16. Whilst Order 37 Rule 19 thereof states as follows: -“(1)Where, on an originating summons under this Order, it appears to the court at any stage of the proceedings that the proceedings should for any reason be continued as if the cause had been begun by filing a plaint, it may order the proceedings to continue as if the cause had been so begun and may, in particular, order that any affidavits filed shall stand as pleadings, with or without liberty to any of the parties to add to, or to apply for particulars of, those affidavits.(2)Where the court makes an order under subrule (1), Order 11 shall apply.(3)This rule applies notwithstanding that the cause could not have been begun by filing a plaint.(4)Any reference in these Rules to proceedings begun by a plaint shall, unless the context otherwise requires, be construed as including a reference to a cause proceeding under an order made under subrule (1).”
17. In Mbogo & Another v Shah (Supra) the court stated:“…a Court of Appeal should not interfere with the exercise of the discretion of a judge unless it is satisfied that the judge in exercising his discretion has misdirected himself in some matter and as a result has arrived at a wrong decision, or unless it is manifest from the case as a whole that the judge has been clearly wrong in the exercise of his discretion and that as a result there has been misjustice….”
18. Black’s Law Dictionary, 8thedition, at page 499 has defined judicial discretion to mean: -“The exercise of judgment by a judge or court based on what is fair under the circumstances guided by the rules and principles of law; a Court's power to act or not to act when a litigant is not entitled to demand the act as a matter of right.”
19. In arriving at her decision, the learned trial magistrate stated that having considered the OS and on the basis of fairness, justice and facts, the matter should be heard by viva voce evidence. The learned trial magistrate then proceeded to expunge the filed submissions from the court record.

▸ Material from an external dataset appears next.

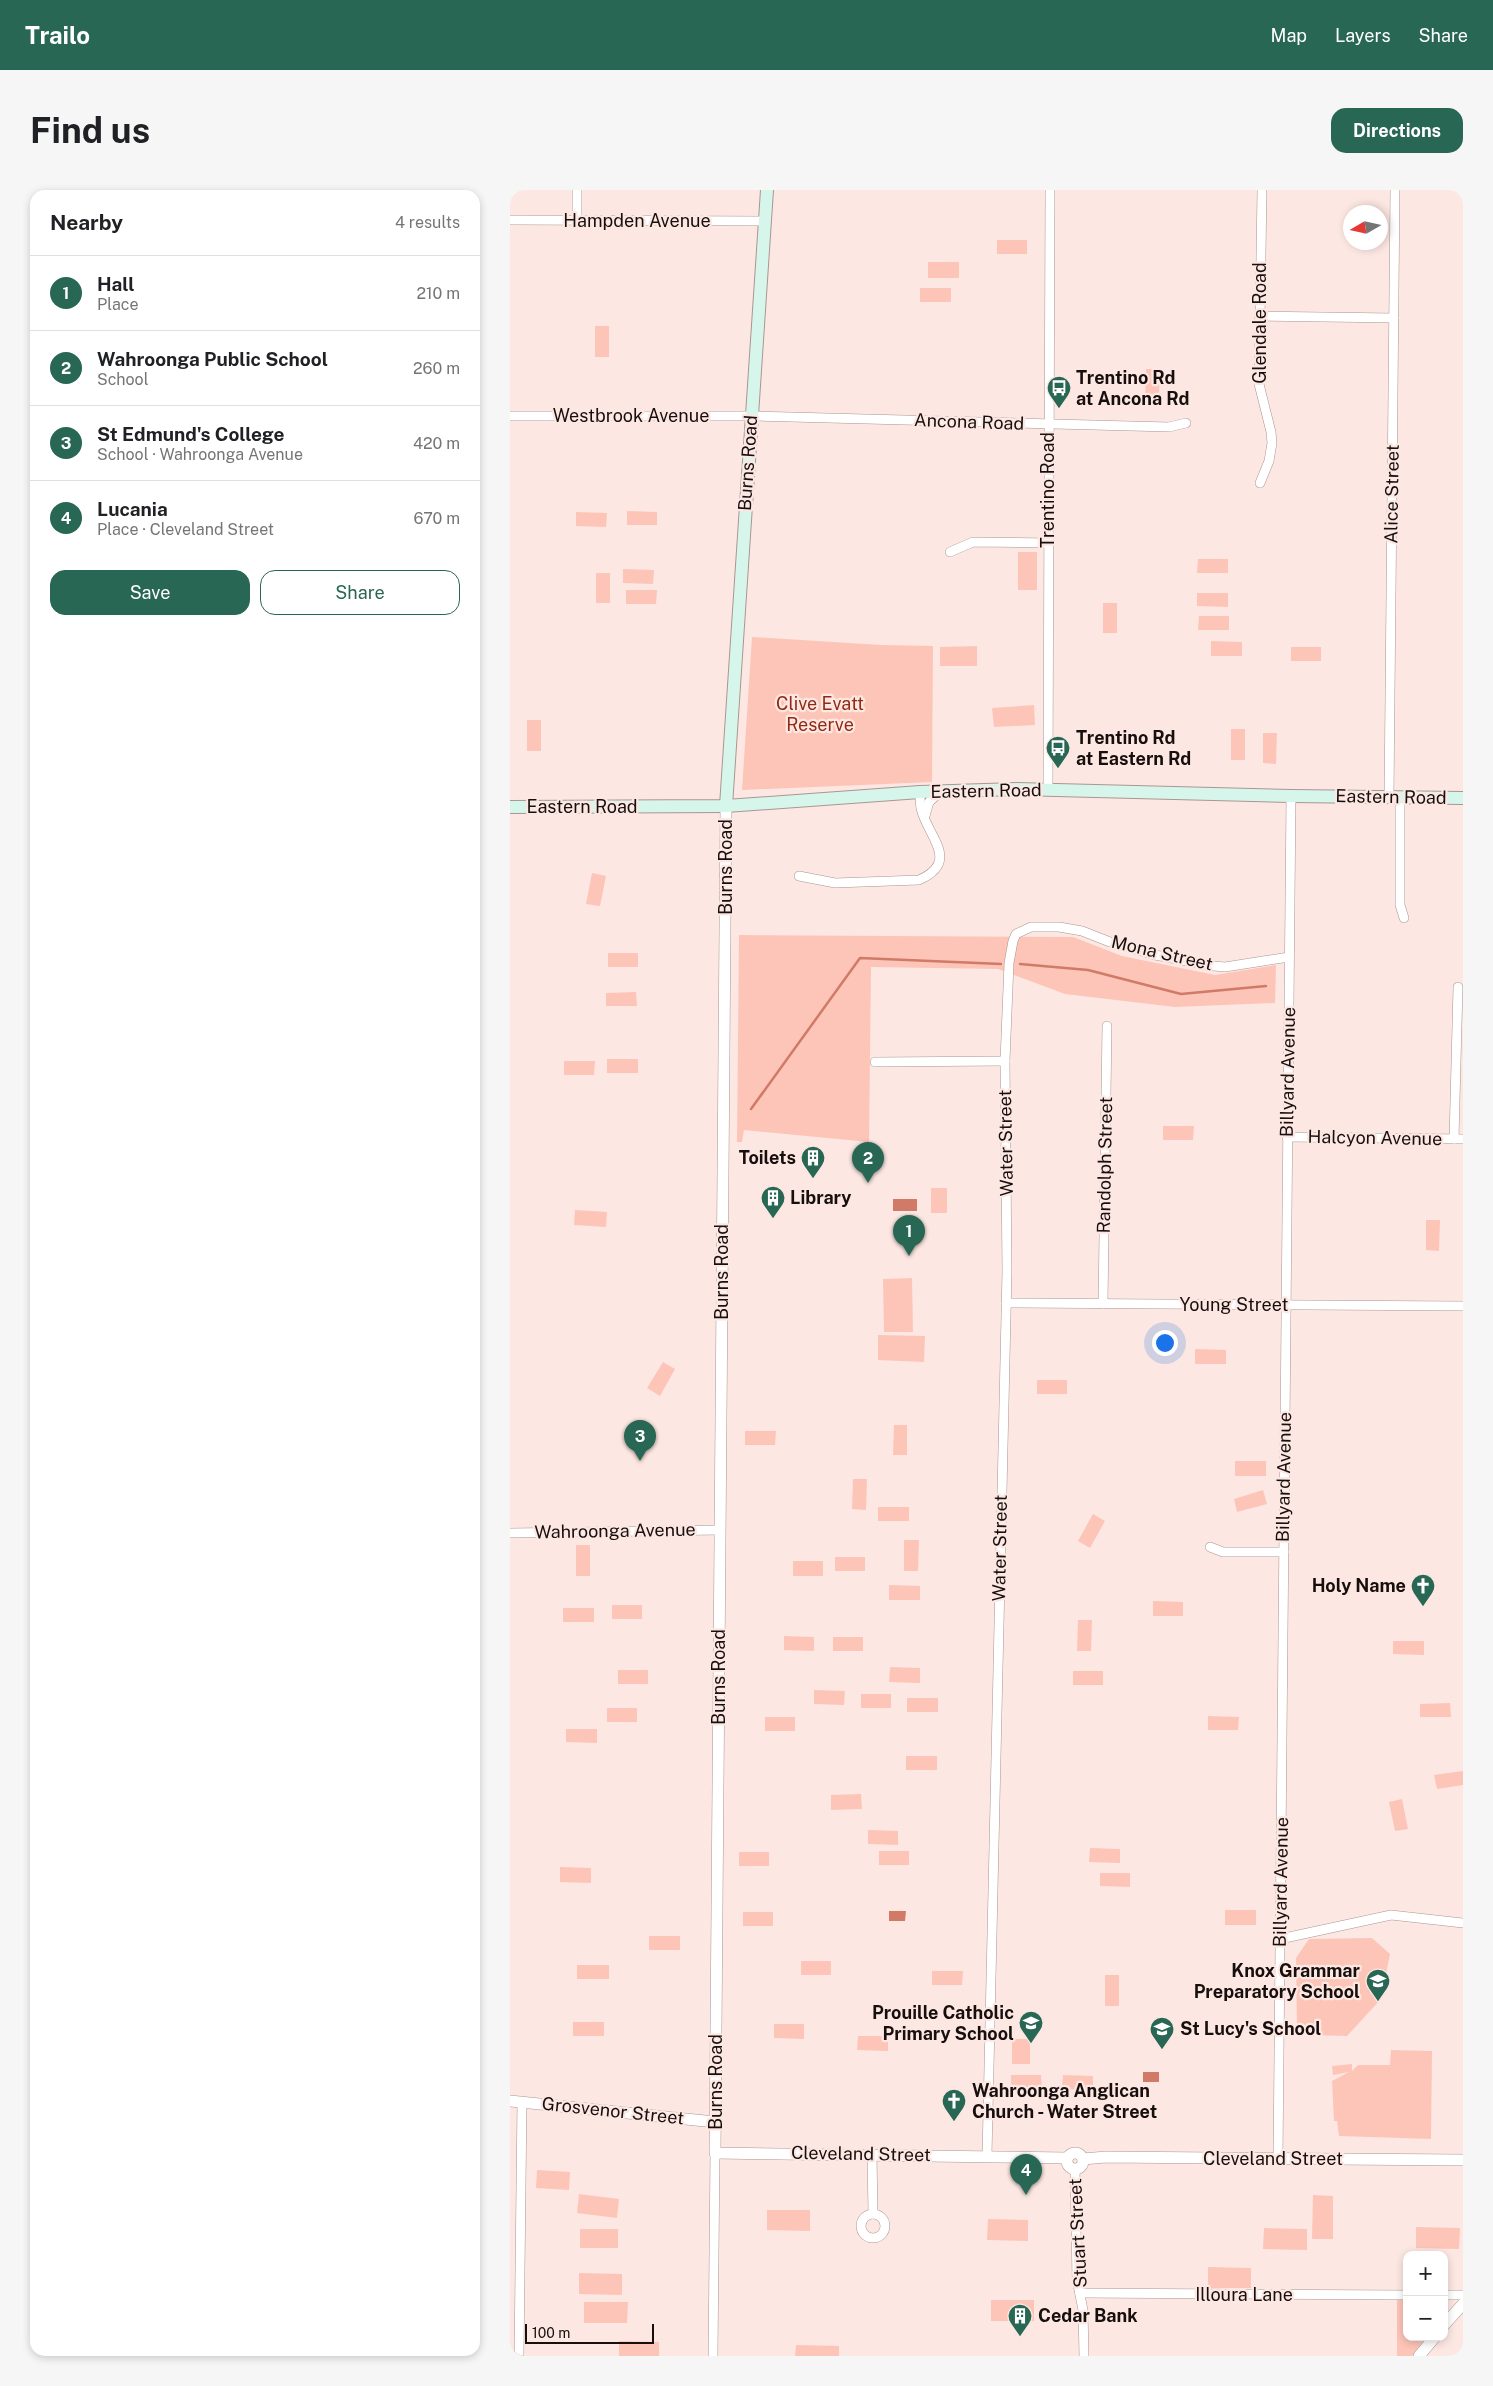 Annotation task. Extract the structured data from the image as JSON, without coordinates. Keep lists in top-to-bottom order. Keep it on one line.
{"streets":{"main road":["Burns Road","Eastern Road"],"street":["Hampden Avenue","Glendale Road","Westbrook Avenue","Ancona Road","Trentino Road","Alice Street","Mona Street","Billyard Avenue","Halcyon Avenue","Water Street","Randolph Street","Young Street","Wahroonga Avenue","Grosvenor Street","Cleveland Street","Stuart Street","Illoura Lane"]},"crossings":[["Hampden Avenue","Burns Road"],["Westbrook Avenue","Ancona Road"],["Westbrook Avenue","Burns Road"],["Ancona Road","Burns Road"],["Ancona Road","Trentino Road"],["Burns Road","Eastern Road"],["Burns Road","Wahroonga Avenue"],["Burns Road","Grosvenor Street"],["Burns Road","Cleveland Street"],["Trentino Road","Eastern Road"],["Alice Street","Eastern Road"],["Eastern Road","Billyard Avenue"],["Mona Street","Billyard Avenue"],["Mona Street","Water Street"],["Billyard Avenue","Halcyon Avenue"],["Billyard Avenue","Young Street"],["Billyard Avenue","Cleveland Street"],["Water Street","Young Street"],["Water Street","Cleveland Street"],["Randolph Street","Young Street"],["Cleveland Street","Stuart Street"],["Stuart Street","Illoura Lane"]],"parks":["Clive Evatt Reserve"],"places":{"bus stop":["Trentino Rd at Ancona Rd","Trentino Rd at Eastern Rd"],"building":["Toilets","Library","Cedar Bank"],"church":["Holy Name","Wahroonga Anglican Church - Water Street"],"school or university":["Knox Grammar Preparatory School","Prouille Catholic Primary School","St Lucy's School"]},"scale_bar":"100 m","north":"left","page":{"header":"Trailo","nav":["Map","Layers","Share"],"buttons":["Directions",["Save","Share"]],"title":"Find us","heading":["Nearby","4 results"],"list":[{"mark":"1","name":"Hall","note":"Place","value":"210 m"},{"mark":"2","name":"Wahroonga Public School","note":"School","value":"260 m"},{"mark":"3","name":"St Edmund's College","note":"School · Wahroonga Avenue","value":"420 m"},{"mark":"4","name":"Lucania","note":"Place · Cleveland Street","value":"670 m"}],"pins":["2","1","3","4"],"map_buttons":["+","−"],"scale":"100 m"}}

20. Although the trial magistrate had earlier on in the proceedings and in the presence of the appellant’s counsel directed that the matter does proceed by written submissions, this was not cast in stone and her hands were not tied for the life of the case.
21. I say so because in my view, the mischief behind Order 37 Rule 19 appreciated that at preliminary stages of giving directions on an OS, the court may not have grasped the nature of an applicant’s case or cause of action especially so if the facts of the case are disputed.

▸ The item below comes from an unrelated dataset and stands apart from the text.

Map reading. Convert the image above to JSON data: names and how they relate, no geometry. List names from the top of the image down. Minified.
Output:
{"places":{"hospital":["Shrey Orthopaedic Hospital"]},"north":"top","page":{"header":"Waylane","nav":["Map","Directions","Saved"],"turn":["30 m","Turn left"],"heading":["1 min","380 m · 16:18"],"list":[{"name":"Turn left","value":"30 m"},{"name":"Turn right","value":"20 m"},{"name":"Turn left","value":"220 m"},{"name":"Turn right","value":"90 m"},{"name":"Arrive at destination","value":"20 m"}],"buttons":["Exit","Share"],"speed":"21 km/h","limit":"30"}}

22. Thus, after such consideration and in exercise of judicious discretion which is based on fairness and justice, the court can issue further directions. I adopt the position of the Court of Appeal in AHAD v CJE [2019] eKLR which stated: -“Where serious questions arise in a suit or where there are disputed facts relevant to the resolution of the dispute, an originating summons may not be the appropriate process. In that regard, Order 37 Rule 19(1) of the Civil Procedure Rules provides leeway.”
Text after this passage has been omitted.